══ Exercise materials

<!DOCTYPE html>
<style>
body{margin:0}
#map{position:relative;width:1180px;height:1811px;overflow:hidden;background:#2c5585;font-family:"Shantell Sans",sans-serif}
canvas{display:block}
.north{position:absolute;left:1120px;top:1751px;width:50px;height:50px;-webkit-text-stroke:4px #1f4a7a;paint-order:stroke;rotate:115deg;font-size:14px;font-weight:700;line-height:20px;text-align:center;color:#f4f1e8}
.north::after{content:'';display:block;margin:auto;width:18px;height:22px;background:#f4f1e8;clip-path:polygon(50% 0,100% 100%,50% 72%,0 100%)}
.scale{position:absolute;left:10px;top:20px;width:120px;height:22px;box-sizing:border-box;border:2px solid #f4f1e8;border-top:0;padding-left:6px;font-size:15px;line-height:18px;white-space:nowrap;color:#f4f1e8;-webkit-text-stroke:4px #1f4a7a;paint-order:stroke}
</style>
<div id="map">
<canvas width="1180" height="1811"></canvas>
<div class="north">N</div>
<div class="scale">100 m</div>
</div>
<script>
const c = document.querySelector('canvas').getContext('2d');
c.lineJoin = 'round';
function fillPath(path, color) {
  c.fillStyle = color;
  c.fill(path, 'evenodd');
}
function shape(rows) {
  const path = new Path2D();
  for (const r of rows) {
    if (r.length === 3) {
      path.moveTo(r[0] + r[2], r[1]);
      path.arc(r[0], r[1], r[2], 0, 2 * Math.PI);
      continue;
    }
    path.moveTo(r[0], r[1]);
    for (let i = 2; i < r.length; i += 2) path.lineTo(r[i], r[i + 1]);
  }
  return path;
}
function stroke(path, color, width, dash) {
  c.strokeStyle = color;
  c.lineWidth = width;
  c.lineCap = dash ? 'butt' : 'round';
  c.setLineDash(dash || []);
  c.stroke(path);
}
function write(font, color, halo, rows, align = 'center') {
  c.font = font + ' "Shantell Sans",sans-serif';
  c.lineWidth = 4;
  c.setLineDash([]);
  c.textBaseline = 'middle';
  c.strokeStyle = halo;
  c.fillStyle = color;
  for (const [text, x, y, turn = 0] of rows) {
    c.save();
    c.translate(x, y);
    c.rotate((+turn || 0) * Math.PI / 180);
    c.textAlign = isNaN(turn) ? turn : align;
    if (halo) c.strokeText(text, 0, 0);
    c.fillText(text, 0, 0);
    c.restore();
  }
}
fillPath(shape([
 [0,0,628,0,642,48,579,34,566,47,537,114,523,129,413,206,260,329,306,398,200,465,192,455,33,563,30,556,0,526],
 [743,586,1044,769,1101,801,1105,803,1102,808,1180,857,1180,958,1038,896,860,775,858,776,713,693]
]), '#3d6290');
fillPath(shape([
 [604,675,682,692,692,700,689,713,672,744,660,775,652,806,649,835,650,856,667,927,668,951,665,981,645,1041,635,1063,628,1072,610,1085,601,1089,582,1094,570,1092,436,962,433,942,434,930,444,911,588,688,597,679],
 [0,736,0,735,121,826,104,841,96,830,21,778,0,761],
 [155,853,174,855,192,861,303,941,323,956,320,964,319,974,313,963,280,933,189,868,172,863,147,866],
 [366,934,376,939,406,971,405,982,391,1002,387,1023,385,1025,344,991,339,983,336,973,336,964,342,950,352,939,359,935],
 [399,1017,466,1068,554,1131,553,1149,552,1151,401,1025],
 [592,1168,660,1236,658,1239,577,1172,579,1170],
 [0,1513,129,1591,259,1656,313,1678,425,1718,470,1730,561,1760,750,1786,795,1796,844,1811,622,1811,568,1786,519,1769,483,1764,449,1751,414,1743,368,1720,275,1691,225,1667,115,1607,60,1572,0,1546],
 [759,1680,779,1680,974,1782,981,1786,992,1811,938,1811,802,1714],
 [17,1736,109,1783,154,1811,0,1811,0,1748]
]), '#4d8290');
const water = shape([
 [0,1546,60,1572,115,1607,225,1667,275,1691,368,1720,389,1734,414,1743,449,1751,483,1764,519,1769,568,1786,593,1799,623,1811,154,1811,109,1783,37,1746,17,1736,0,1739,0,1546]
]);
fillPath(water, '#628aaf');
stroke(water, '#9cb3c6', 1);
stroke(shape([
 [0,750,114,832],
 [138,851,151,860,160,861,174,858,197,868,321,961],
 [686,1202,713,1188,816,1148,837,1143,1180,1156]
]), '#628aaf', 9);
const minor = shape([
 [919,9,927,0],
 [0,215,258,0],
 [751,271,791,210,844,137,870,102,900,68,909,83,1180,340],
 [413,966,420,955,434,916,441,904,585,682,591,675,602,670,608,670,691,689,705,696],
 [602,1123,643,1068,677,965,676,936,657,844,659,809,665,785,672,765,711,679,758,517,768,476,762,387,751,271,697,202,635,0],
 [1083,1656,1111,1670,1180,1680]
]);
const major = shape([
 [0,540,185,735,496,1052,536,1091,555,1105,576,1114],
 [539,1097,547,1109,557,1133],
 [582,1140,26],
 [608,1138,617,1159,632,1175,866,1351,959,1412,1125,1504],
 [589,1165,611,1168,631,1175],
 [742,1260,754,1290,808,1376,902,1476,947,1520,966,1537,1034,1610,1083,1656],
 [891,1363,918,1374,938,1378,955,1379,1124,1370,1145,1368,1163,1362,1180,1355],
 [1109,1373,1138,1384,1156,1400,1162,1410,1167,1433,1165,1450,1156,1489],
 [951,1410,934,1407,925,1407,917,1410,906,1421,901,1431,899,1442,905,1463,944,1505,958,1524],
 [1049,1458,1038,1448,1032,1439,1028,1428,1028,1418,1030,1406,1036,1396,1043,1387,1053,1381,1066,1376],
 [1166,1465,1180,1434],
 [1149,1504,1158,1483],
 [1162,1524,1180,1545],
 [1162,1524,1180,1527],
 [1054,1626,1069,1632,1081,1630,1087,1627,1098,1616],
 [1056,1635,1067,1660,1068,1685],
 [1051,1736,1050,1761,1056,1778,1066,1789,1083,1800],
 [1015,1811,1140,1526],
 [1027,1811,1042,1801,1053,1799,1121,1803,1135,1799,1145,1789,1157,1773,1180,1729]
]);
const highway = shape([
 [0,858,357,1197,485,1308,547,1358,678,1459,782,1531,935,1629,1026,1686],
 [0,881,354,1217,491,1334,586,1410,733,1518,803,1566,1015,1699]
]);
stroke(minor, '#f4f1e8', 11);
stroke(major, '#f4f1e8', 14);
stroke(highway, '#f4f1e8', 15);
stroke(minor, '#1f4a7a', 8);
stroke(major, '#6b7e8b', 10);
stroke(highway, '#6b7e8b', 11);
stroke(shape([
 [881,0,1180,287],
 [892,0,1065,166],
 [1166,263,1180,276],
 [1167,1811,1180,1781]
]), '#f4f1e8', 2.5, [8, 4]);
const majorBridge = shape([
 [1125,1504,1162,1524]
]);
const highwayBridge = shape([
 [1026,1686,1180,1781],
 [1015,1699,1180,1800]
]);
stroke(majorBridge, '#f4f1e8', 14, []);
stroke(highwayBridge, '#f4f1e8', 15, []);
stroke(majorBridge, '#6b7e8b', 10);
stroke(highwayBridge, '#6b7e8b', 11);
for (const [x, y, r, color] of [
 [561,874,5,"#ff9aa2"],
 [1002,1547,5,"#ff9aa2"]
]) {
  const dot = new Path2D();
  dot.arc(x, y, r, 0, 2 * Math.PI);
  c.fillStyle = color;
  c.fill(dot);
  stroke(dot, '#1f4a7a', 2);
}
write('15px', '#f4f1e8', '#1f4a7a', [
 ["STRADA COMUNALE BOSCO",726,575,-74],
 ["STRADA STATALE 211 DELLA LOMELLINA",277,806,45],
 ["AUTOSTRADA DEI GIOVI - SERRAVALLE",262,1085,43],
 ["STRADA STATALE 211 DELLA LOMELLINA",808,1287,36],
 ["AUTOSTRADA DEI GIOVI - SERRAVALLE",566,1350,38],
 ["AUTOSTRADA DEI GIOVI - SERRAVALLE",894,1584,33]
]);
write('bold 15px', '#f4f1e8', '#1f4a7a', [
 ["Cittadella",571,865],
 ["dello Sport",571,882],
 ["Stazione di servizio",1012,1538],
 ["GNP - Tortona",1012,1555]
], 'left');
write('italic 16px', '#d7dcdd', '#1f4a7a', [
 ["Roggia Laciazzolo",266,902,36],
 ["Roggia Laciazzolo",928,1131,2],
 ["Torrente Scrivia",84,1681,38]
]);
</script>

════

- _Work required_: Scan the entries above for the word "length", then copy every line in which it occurs.

- _Response box_:
    if (r.length === 3) {
    for (let i = 2; i < r.length; i += 2) path.lineTo(r[i], r[i + 1]);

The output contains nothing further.